** DATA FOR THIS EXERCISE **
______________________________
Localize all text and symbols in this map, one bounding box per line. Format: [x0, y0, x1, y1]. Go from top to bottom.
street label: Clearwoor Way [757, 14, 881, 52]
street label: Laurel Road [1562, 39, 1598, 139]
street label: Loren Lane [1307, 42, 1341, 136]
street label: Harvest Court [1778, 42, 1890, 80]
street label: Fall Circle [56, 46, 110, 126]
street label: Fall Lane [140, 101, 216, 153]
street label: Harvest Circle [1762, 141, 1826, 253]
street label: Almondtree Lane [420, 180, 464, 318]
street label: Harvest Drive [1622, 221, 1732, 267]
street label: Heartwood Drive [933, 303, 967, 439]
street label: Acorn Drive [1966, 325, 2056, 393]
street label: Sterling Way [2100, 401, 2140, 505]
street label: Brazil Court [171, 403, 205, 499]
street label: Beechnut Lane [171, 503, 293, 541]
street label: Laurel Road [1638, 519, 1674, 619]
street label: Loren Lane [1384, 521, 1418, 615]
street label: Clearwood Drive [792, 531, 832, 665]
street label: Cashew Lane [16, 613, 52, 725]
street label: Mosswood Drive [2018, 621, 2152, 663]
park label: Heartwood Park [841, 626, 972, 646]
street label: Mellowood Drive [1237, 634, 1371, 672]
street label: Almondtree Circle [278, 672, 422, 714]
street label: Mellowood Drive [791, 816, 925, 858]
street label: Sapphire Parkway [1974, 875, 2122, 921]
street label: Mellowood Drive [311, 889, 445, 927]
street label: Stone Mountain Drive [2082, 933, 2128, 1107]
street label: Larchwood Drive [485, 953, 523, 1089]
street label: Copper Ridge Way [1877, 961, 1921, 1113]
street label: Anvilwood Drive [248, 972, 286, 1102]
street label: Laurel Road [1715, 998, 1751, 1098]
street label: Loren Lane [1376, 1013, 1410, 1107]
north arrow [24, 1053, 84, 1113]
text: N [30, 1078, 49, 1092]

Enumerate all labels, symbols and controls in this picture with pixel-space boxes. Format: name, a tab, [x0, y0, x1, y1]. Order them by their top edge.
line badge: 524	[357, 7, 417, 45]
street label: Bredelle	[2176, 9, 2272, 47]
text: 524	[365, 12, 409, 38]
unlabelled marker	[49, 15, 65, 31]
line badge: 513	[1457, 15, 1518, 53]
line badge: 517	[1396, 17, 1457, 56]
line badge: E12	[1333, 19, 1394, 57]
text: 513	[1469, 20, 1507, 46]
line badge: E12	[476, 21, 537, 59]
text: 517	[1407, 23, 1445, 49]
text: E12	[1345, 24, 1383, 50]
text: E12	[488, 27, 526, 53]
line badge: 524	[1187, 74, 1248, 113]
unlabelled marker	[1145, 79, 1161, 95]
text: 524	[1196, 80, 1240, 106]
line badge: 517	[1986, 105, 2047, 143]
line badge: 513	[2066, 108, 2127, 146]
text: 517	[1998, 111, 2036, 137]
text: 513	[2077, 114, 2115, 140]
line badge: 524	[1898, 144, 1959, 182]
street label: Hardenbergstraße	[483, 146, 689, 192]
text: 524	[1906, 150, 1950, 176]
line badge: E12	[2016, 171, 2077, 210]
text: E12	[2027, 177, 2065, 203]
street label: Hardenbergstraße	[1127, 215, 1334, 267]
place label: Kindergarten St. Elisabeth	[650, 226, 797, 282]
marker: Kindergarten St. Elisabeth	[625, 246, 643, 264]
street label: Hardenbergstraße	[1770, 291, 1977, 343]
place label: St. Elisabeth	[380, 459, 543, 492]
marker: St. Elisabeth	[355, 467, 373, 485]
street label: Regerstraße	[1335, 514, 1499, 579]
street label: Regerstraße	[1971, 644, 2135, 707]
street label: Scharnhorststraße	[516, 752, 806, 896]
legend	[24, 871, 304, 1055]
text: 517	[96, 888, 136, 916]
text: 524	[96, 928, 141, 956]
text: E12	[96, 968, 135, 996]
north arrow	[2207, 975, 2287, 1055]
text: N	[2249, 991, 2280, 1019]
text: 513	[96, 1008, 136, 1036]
______________________________
Would you please copy all lines in the data that contain the word "Court"?

street label: Harvest Court [1778, 42, 1890, 80]
street label: Brazil Court [171, 403, 205, 499]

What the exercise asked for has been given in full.